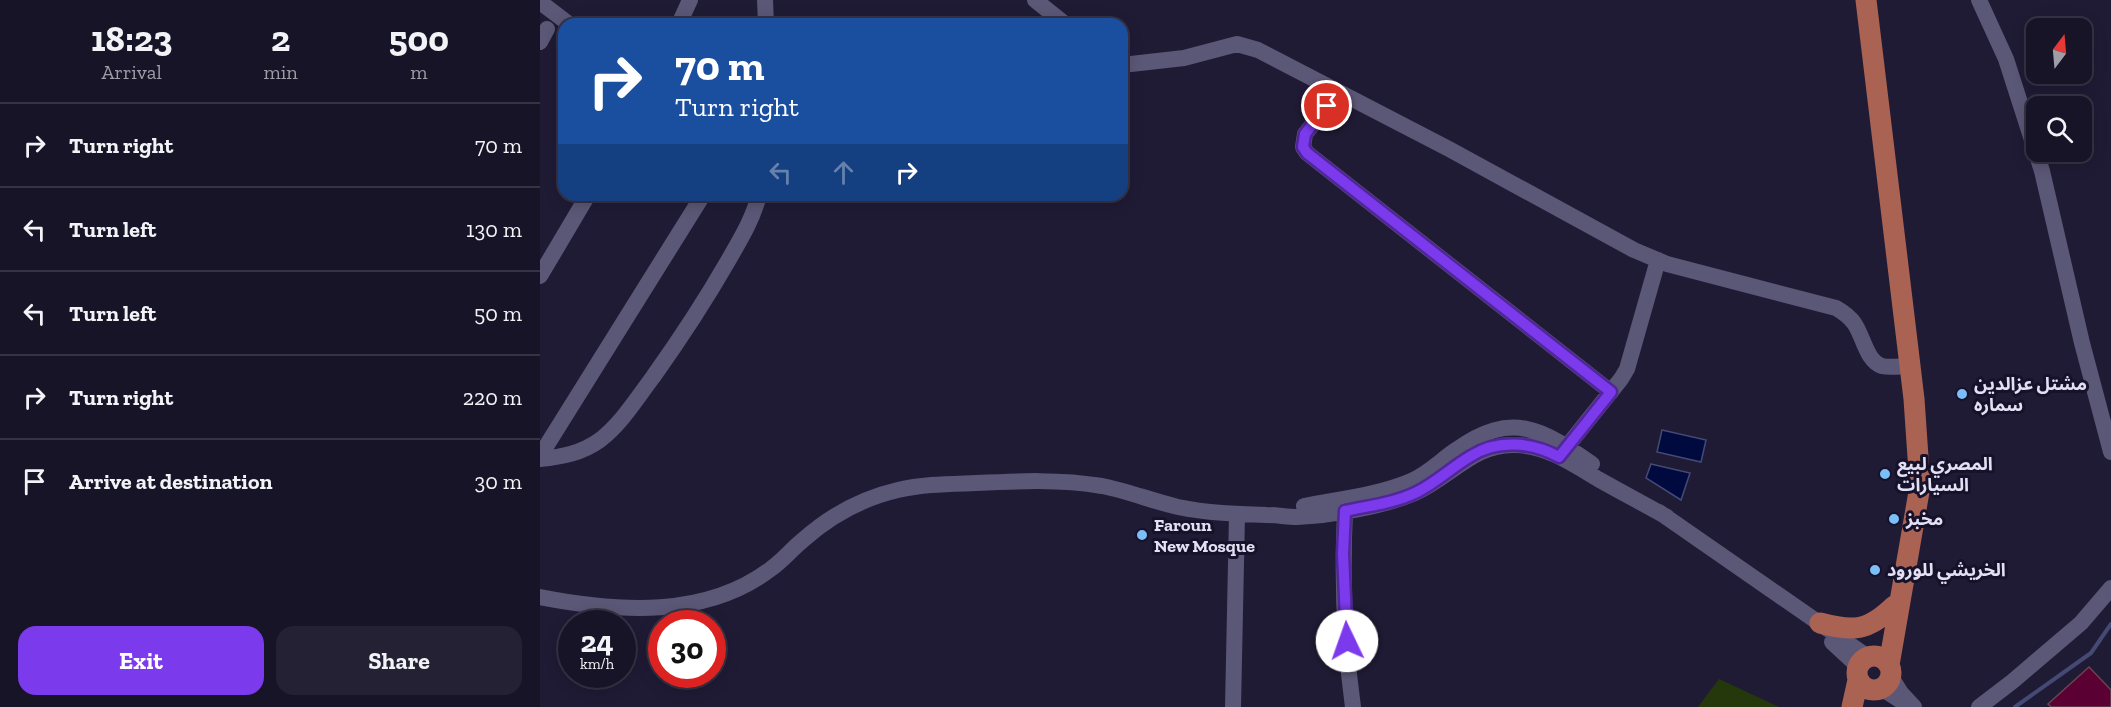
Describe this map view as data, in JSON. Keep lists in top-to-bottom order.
{
  "places": [
    "مشتل عزالدين سماره",
    "المصري لبيع السيارات",
    "مخبز",
    "Faroun New Mosque",
    "الخريشي للورود"
  ],
  "north": "top",
  "page": {
    "eta": [
      "18:23",
      "Arrival",
      "2",
      "min",
      "500",
      "m"
    ],
    "turn": ["70 m", "Turn right"],
    "list": [
      {
        "name": "Turn right",
        "value": "70 m"
      },
      {
        "name": "Turn left",
        "value": "130 m"
      },
      {
        "name": "Turn left",
        "value": "50 m"
      },
      {
        "name": "Turn right",
        "value": "220 m"
      },
      {
        "name": "Arrive at destination",
        "value": "30 m"
      }
    ],
    "speed": "24 km/h",
    "limit": "30",
    "buttons": ["Exit", "Share"]
  }
}
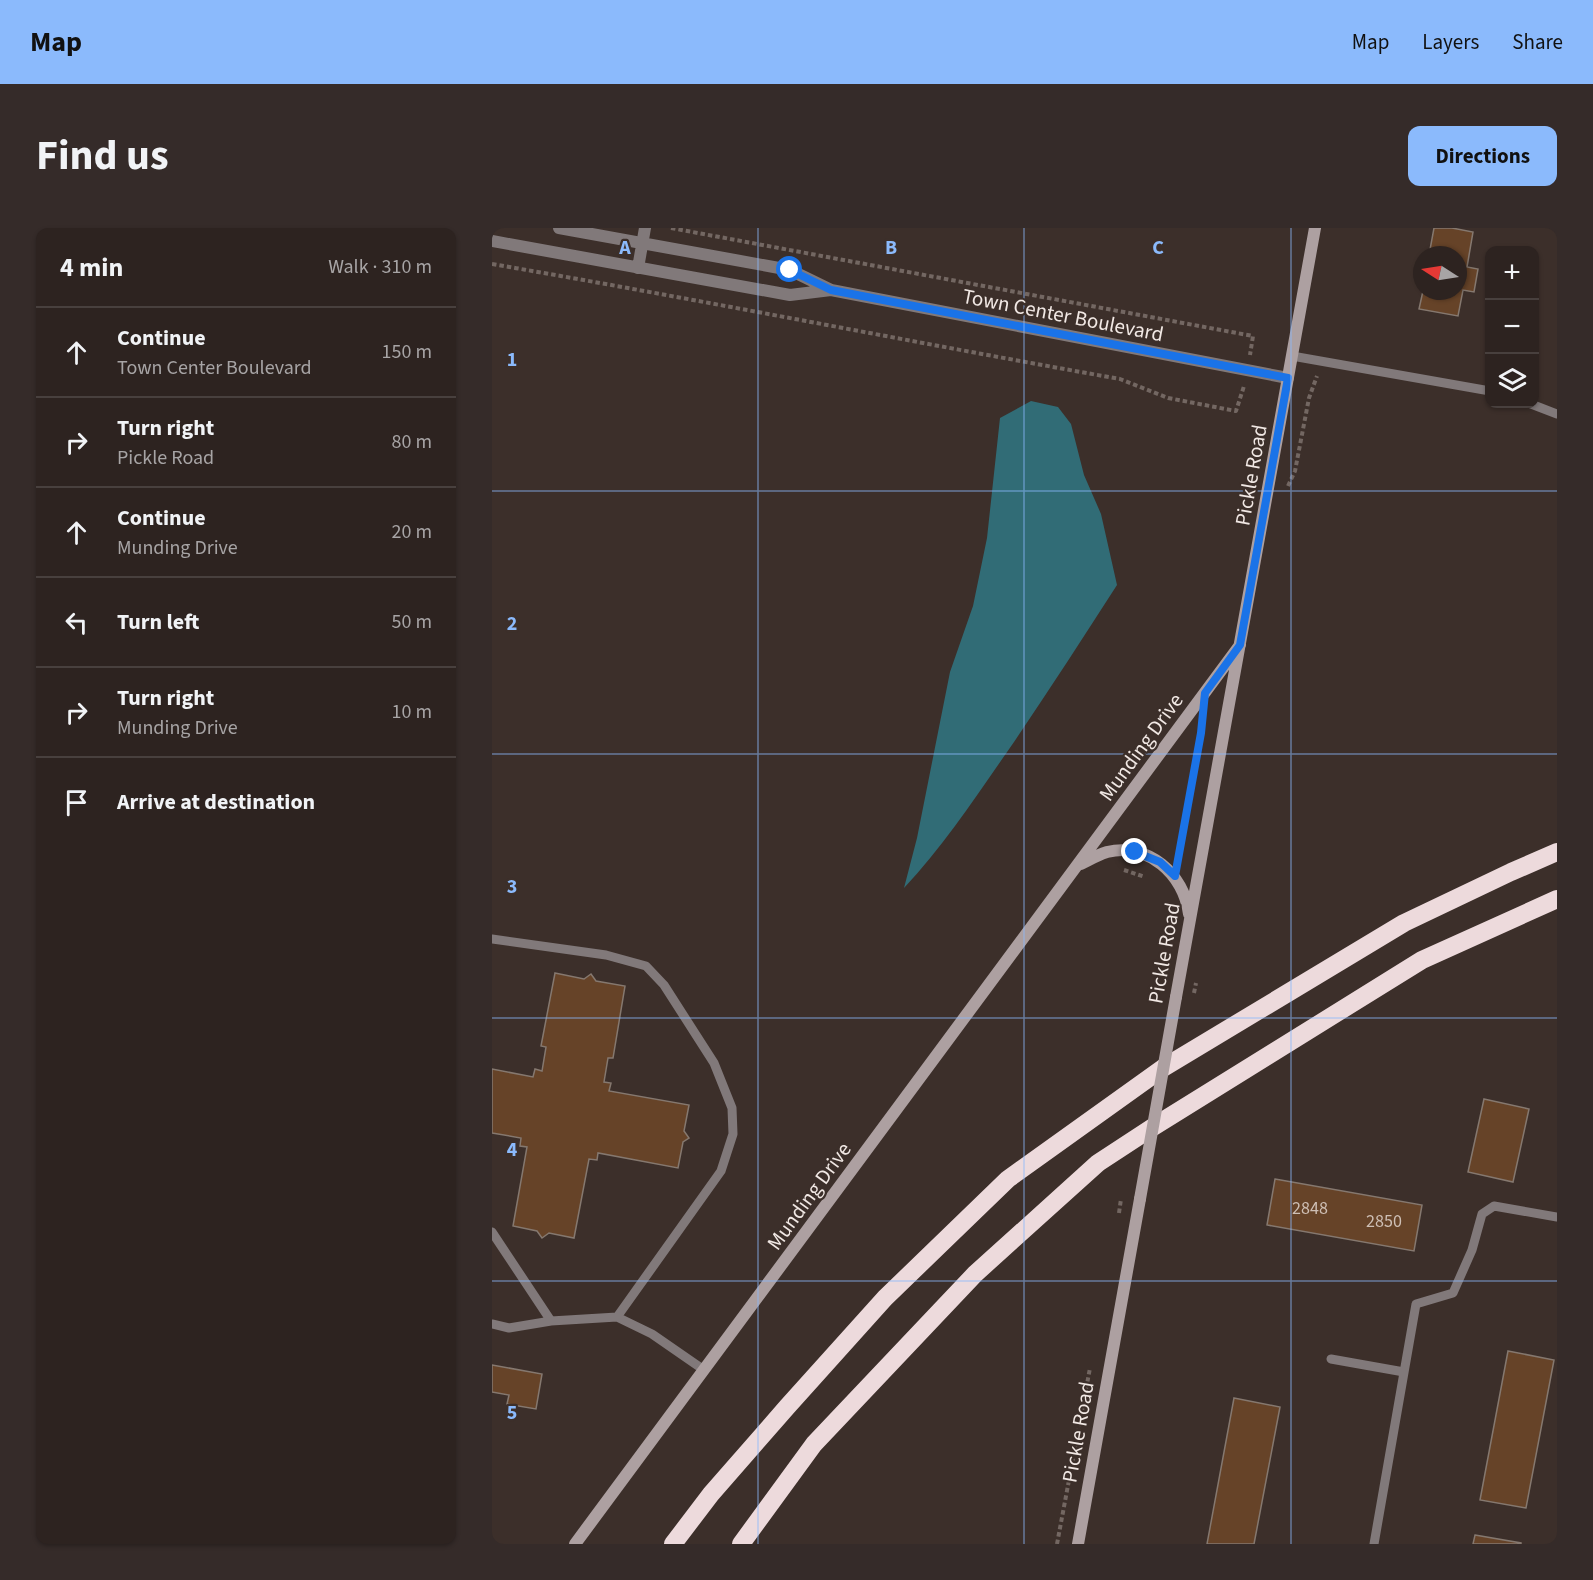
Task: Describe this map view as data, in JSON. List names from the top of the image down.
{
  "streets": {
    "street": ["Town Center Boulevard", "Pickle Road", "Munding Drive"]
  },
  "crossings": [
    ["Town Center Boulevard", "Pickle Road"],
    ["Pickle Road", "Munding Drive"]
  ],
  "house_numbers": ["2848", "2850"],
  "north": "left",
  "page": {
    "header": "Map",
    "nav": ["Map", "Layers", "Share"],
    "title": "Find us",
    "buttons": "Directions",
    "heading": ["4 min", "Walk · 310 m"],
    "map_buttons": ["+", "−"],
    "list": [
      ["Continue", "Town Center Boulevard", "150 m"],
      ["Turn right", "Pickle Road", "80 m"],
      ["Continue", "Munding Drive", "20 m"],
      ["Turn left", "50 m"],
      ["Turn right", "Munding Drive", "10 m"],
      "Arrive at destination"
    ]
  },
  "grid": {
    "columns": ["A", "B", "C"],
    "rows": [
      "1",
      "2",
      "3",
      "4",
      "5"
    ]
  }
}
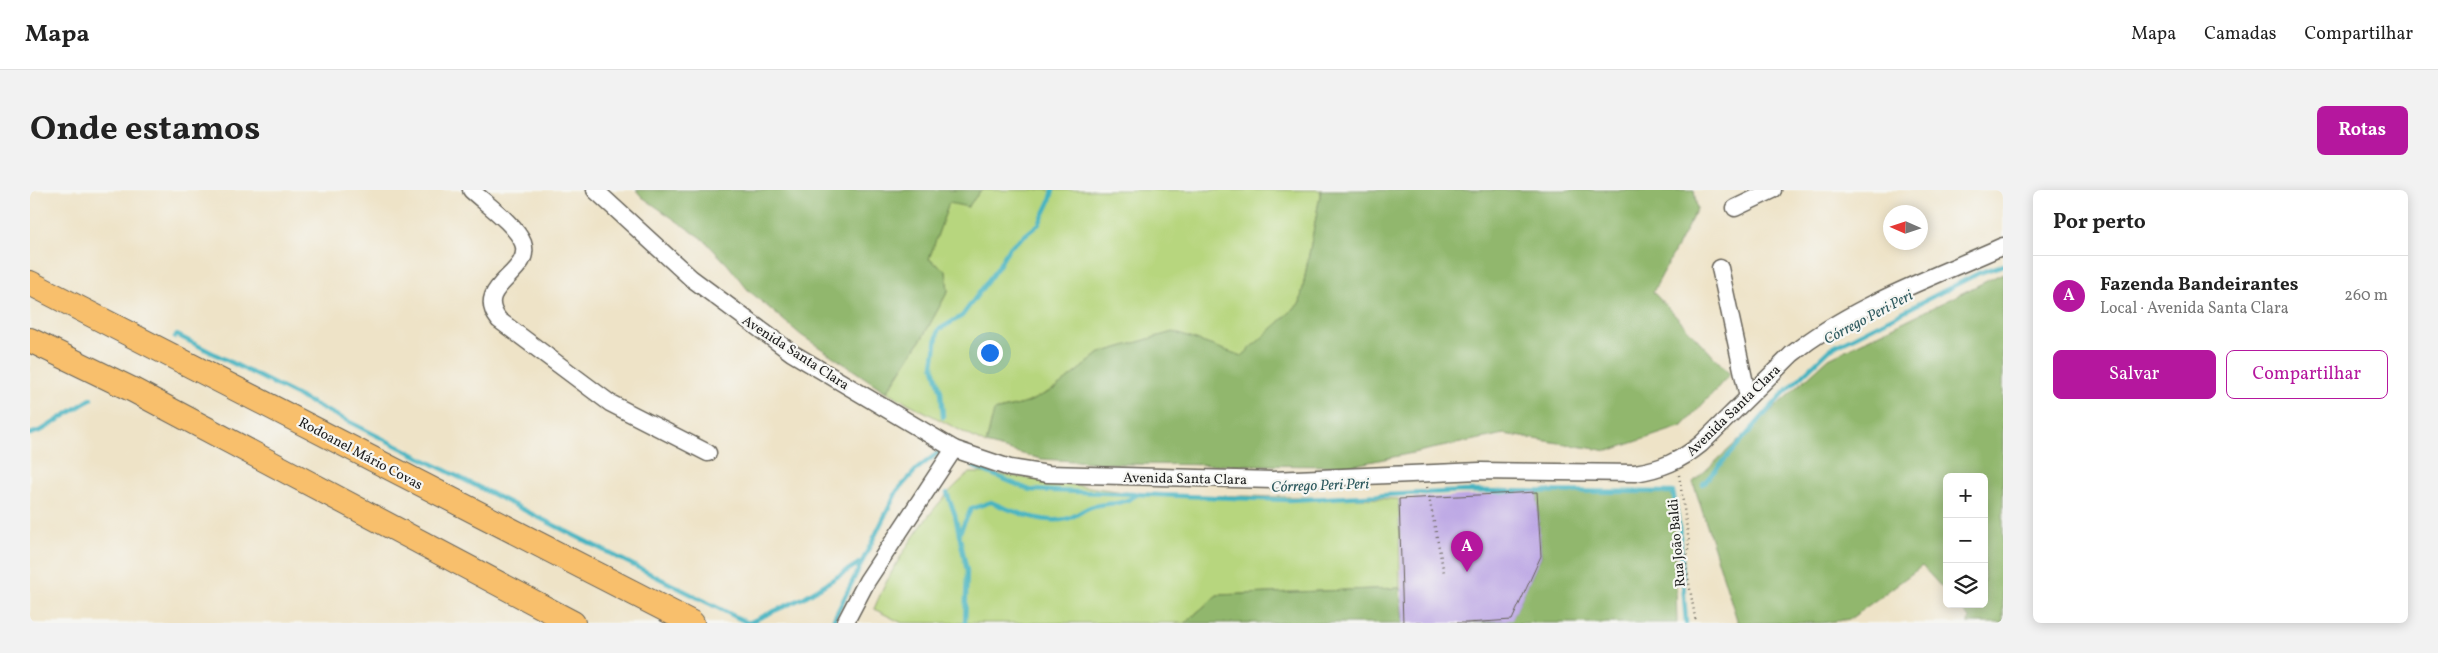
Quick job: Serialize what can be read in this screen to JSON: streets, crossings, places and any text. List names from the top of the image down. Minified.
{"streets":{"highway":["Rodoanel Mário Covas"],"street":["Avenida Santa Clara"],"path":["Rua João Baldi"]},"crossings":[["Avenida Santa Clara","Rua João Baldi"]],"water":["Córrego Peri Peri"],"north":"left","page":{"header":"Mapa","nav":["Mapa","Camadas","Compartilhar"],"title":"Onde estamos","buttons":["Rotas",["Salvar","Compartilhar"]],"heading":"Por perto","list":[{"mark":"A","name":"Fazenda Bandeirantes","note":"Local · Avenida Santa Clara","value":"260 m"}],"map_buttons":["+","−"],"pins":"A"}}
# # #
WORK TASK –
Could each line of the data be written out exactly, with no pictures included?

REPLY –
Describe this map view as data, in JSON. Keep lists in top-to-bottom order.
{
  "places": [
    "مشتل عزالدين سماره",
    "المصري لبيع السيارات",
    "مخبز",
    "Faroun New Mosque",
    "الخريشي للورود"
  ],
  "north": "top",
  "page": {
    "eta": [
      "18:23",
      "Arrival",
      "2",
      "min",
      "500",
      "m"
    ],
    "turn": ["70 m", "Turn right"],
    "list": [
      {
        "name": "Turn right",
        "value": "70 m"
      },
      {
        "name": "Turn left",
        "value": "130 m"
      },
      {
        "name": "Turn left",
        "value": "50 m"
      },
      {
        "name": "Turn right",
        "value": "220 m"
      },
      {
        "name": "Arrive at destination",
        "value": "30 m"
      }
    ],
    "speed": "24 km/h",
    "limit": "30",
    "buttons": ["Exit", "Share"]
  }
}
Task: Describe this map view as data, in JSON. List names from the top of the image down.
{
  "streets": {
    "street": ["Town Center Boulevard", "Pickle Road", "Munding Drive"]
  },
  "crossings": [
    ["Town Center Boulevard", "Pickle Road"],
    ["Pickle Road", "Munding Drive"]
  ],
  "house_numbers": ["2848", "2850"],
  "north": "left",
  "page": {
    "header": "Map",
    "nav": ["Map", "Layers", "Share"],
    "title": "Find us",
    "buttons": "Directions",
    "heading": ["4 min", "Walk · 310 m"],
    "map_buttons": ["+", "−"],
    "list": [
      ["Continue", "Town Center Boulevard", "150 m"],
      ["Turn right", "Pickle Road", "80 m"],
      ["Continue", "Munding Drive", "20 m"],
      ["Turn left", "50 m"],
      ["Turn right", "Munding Drive", "10 m"],
      "Arrive at destination"
    ]
  },
  "grid": {
    "columns": ["A", "B", "C"],
    "rows": [
      "1",
      "2",
      "3",
      "4",
      "5"
    ]
  }
}
Quick job: Serialize what can be read in this screen to JSON: streets, crossings, places and any text. List names from the top of the image down. Minified.
{"streets":{"highway":["Rodoanel Mário Covas"],"street":["Avenida Santa Clara"],"path":["Rua João Baldi"]},"crossings":[["Avenida Santa Clara","Rua João Baldi"]],"water":["Córrego Peri Peri"],"north":"left","page":{"header":"Mapa","nav":["Mapa","Camadas","Compartilhar"],"title":"Onde estamos","buttons":["Rotas",["Salvar","Compartilhar"]],"heading":"Por perto","list":[{"mark":"A","name":"Fazenda Bandeirantes","note":"Local · Avenida Santa Clara","value":"260 m"}],"map_buttons":["+","−"],"pins":"A"}}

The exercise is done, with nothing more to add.